[WORK REQUIRED] Return each record verbatim, images excluded.
BEGIN WORKING DATA
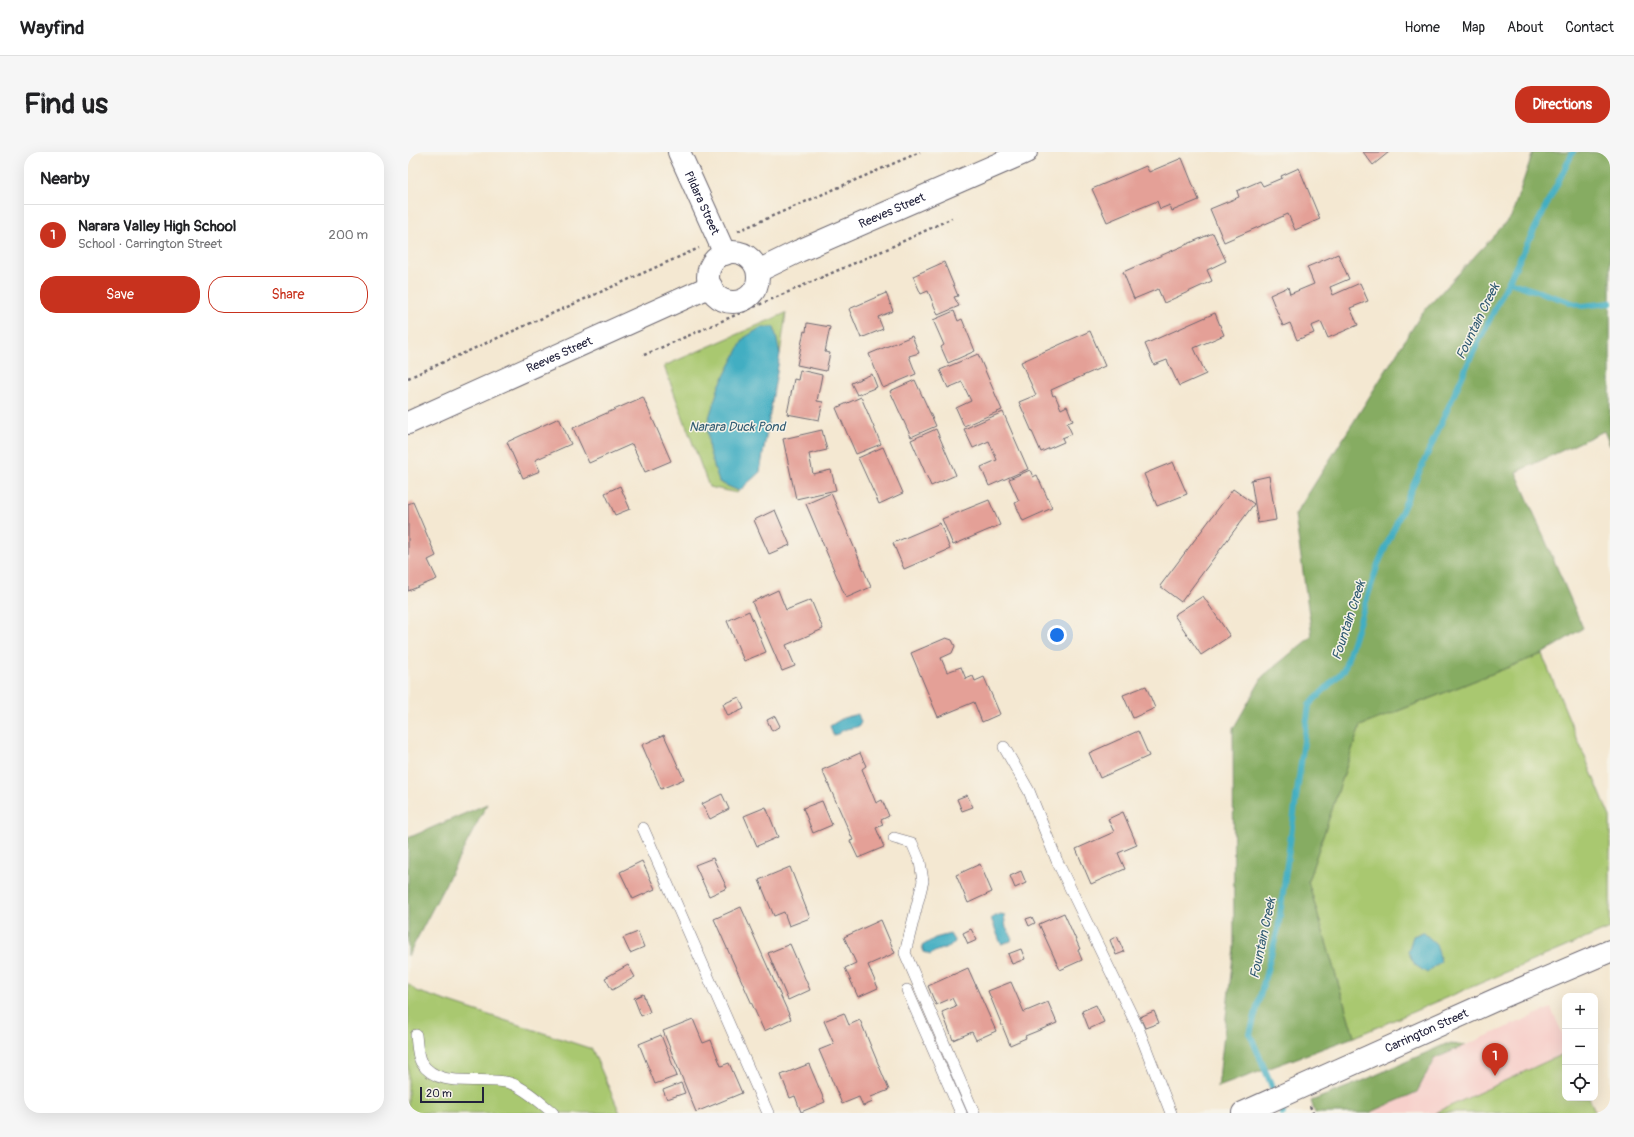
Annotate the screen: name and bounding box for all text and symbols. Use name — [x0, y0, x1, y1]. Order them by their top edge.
text: Wayfind — [20, 16, 84, 40]
text: Home — [1405, 19, 1440, 36]
text: Map — [1462, 19, 1485, 36]
text: About — [1507, 19, 1543, 36]
text: Contact — [1565, 19, 1614, 36]
button: Directions — [1515, 86, 1610, 123]
text: Find us — [24, 87, 108, 122]
text: Nearby — [40, 168, 89, 189]
street label: Pildara Street — [681, 169, 722, 238]
street label: Reeves Street — [857, 190, 928, 232]
text: Narara Valley High School — [78, 217, 236, 236]
text: 1 — [50, 227, 56, 243]
text: 200 m — [329, 227, 368, 243]
text: School · Carrington Street — [78, 236, 222, 252]
button: Save — [40, 276, 200, 313]
button: Share — [208, 276, 368, 313]
water label: Fountain Creek — [1453, 280, 1504, 362]
street label: Reeves Street — [524, 334, 595, 376]
water label: Narara Duck Pond — [689, 419, 787, 435]
water label: Fountain Creek — [1329, 577, 1370, 662]
your location — [1047, 625, 1067, 645]
water label: Fountain Creek — [1247, 895, 1280, 980]
map controls — [1562, 993, 1598, 1101]
button: + — [1562, 993, 1598, 1029]
street label: Carrington Street — [1383, 1006, 1471, 1056]
button: − — [1562, 1029, 1598, 1065]
pin: 1 — [1482, 1043, 1508, 1076]
button: locate — [1562, 1065, 1598, 1101]
scale bar — [420, 1085, 484, 1104]
text: 20 m — [426, 1087, 452, 1100]

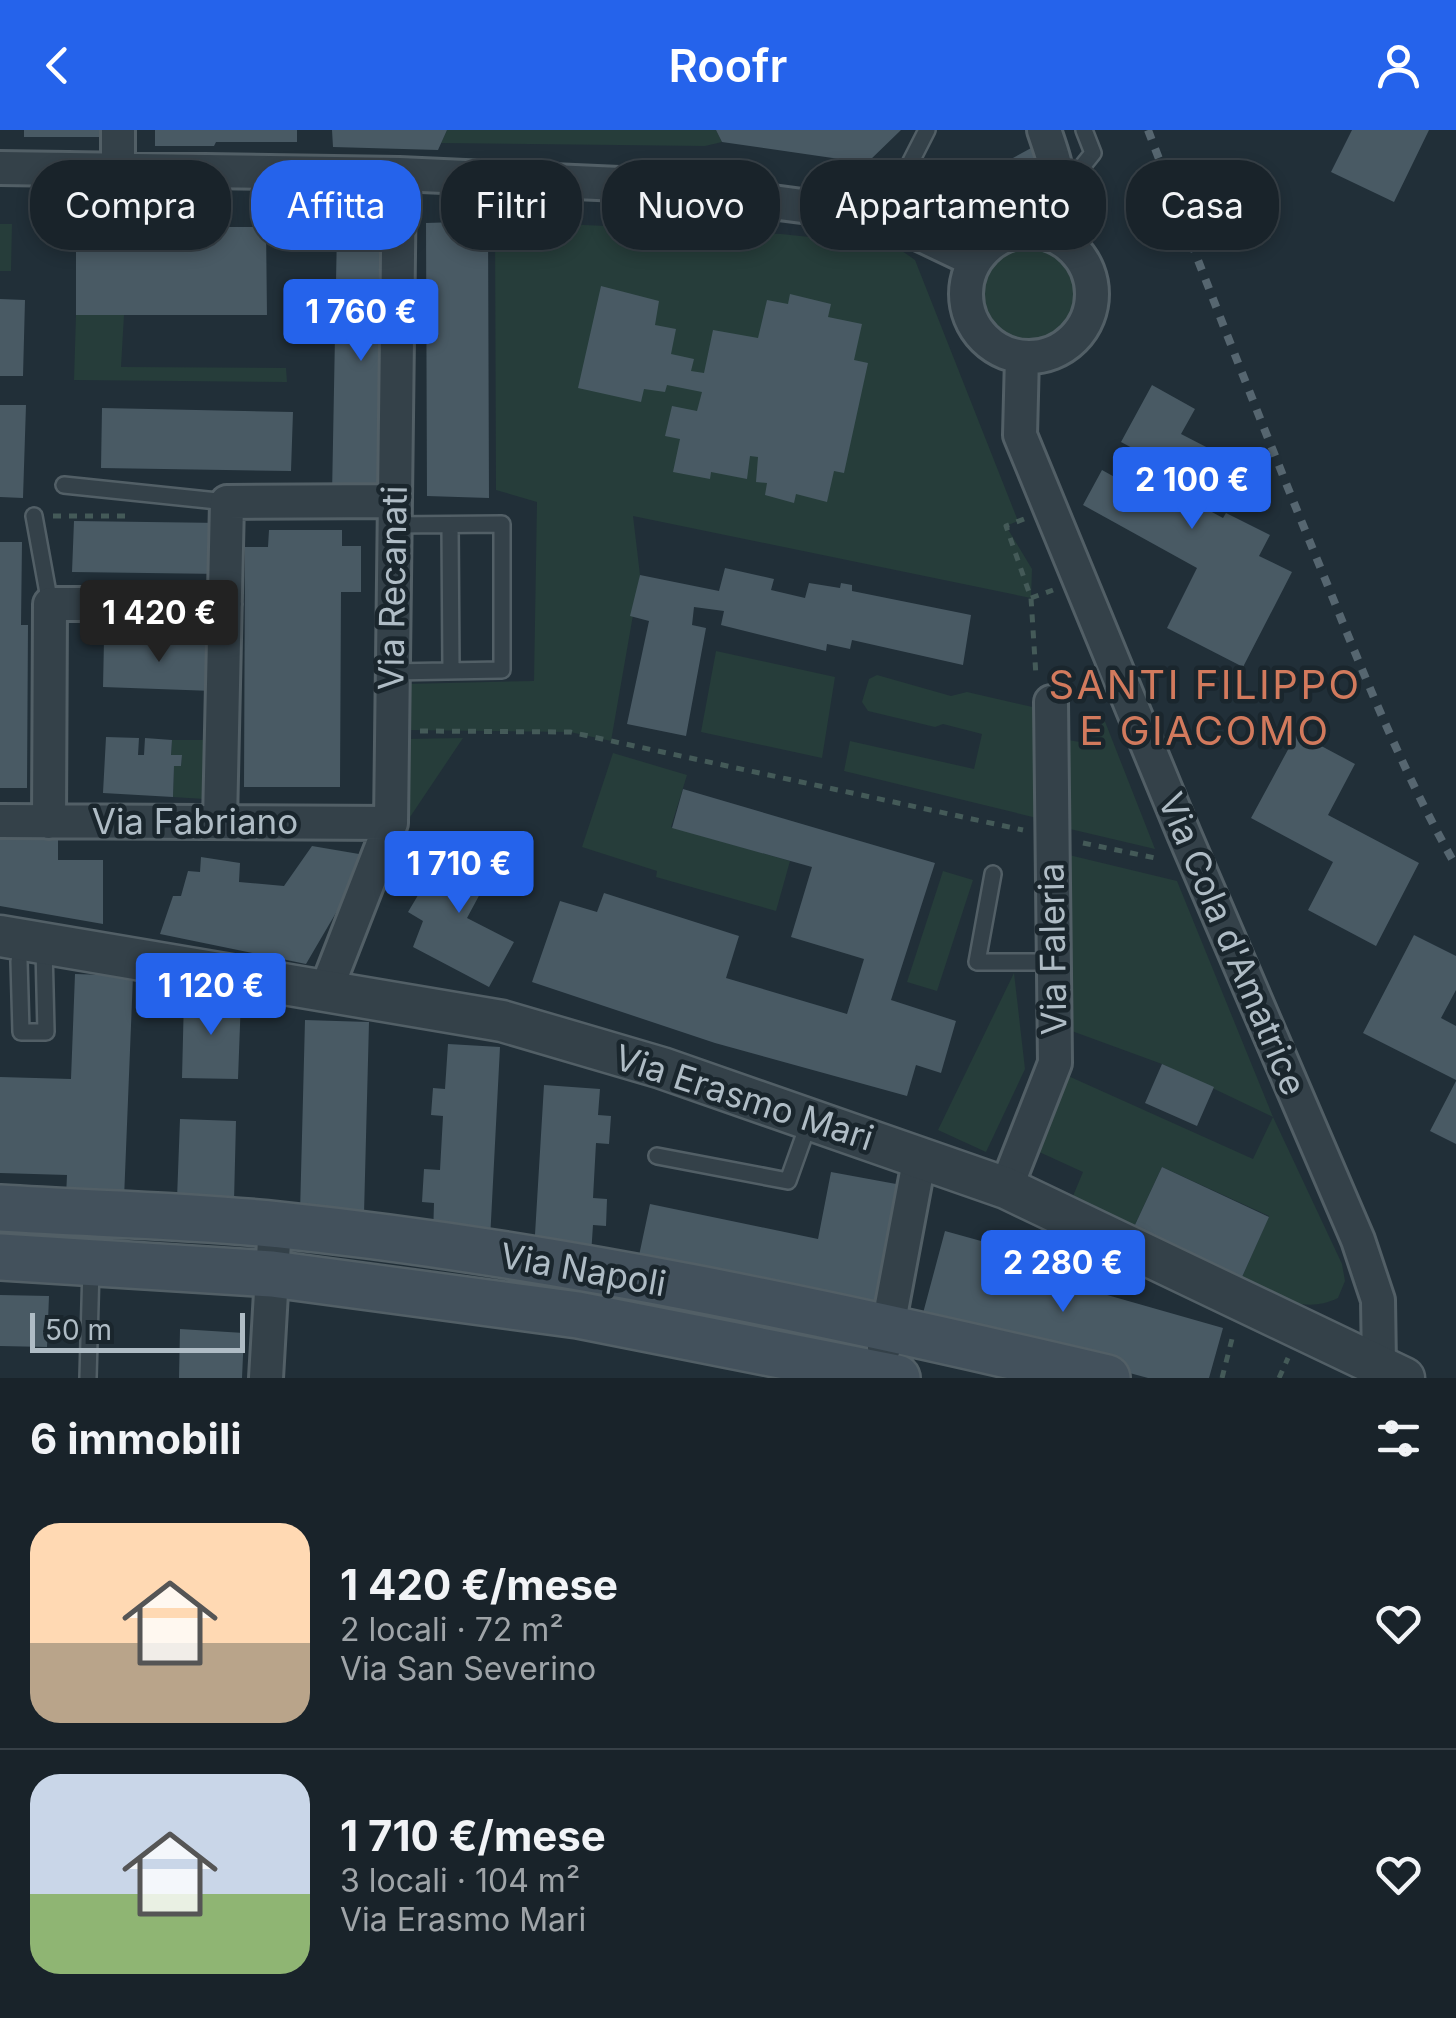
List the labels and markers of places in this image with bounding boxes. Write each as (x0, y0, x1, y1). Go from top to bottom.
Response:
pin: 1 760 € (269, 279, 453, 364)
pin: 2 100 € (1100, 447, 1284, 532)
pin: 1 420 € (67, 580, 251, 665)
pin: 1 710 € (367, 831, 551, 916)
pin: 1 120 € (119, 953, 303, 1038)
pin: 2 280 € (971, 1230, 1155, 1315)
END WORKING DATA
[SOLUTION TO THIS TASK]
Annotate the screen: name and bounding box for all text and symbols. Use name — [x0, y0, x1, y1]. Order them by their top edge.
text: Wayfind — [20, 16, 84, 40]
text: Home — [1405, 19, 1440, 36]
text: Map — [1462, 19, 1485, 36]
text: About — [1507, 19, 1543, 36]
text: Contact — [1565, 19, 1614, 36]
button: Directions — [1515, 86, 1610, 123]
text: Find us — [24, 87, 108, 122]
text: Nearby — [40, 168, 89, 189]
street label: Pildara Street — [681, 169, 722, 238]
street label: Reeves Street — [857, 190, 928, 232]
text: Narara Valley High School — [78, 217, 236, 236]
text: 1 — [50, 227, 56, 243]
text: 200 m — [329, 227, 368, 243]
text: School · Carrington Street — [78, 236, 222, 252]
button: Save — [40, 276, 200, 313]
button: Share — [208, 276, 368, 313]
water label: Fountain Creek — [1453, 280, 1504, 362]
street label: Reeves Street — [524, 334, 595, 376]
water label: Narara Duck Pond — [689, 419, 787, 435]
water label: Fountain Creek — [1329, 577, 1370, 662]
your location — [1047, 625, 1067, 645]
water label: Fountain Creek — [1247, 895, 1280, 980]
map controls — [1562, 993, 1598, 1101]
button: + — [1562, 993, 1598, 1029]
street label: Carrington Street — [1383, 1006, 1471, 1056]
button: − — [1562, 1029, 1598, 1065]
pin: 1 — [1482, 1043, 1508, 1076]
button: locate — [1562, 1065, 1598, 1101]
scale bar — [420, 1085, 484, 1104]
text: 20 m — [426, 1087, 452, 1100]

List the labels and markers of places in this image with bounding boxes. Write each as (x0, y0, x1, y1). Go from top to bottom.
Response:
pin: 1 760 € (269, 279, 453, 364)
pin: 2 100 € (1100, 447, 1284, 532)
pin: 1 420 € (67, 580, 251, 665)
pin: 1 710 € (367, 831, 551, 916)
pin: 1 120 € (119, 953, 303, 1038)
pin: 2 280 € (971, 1230, 1155, 1315)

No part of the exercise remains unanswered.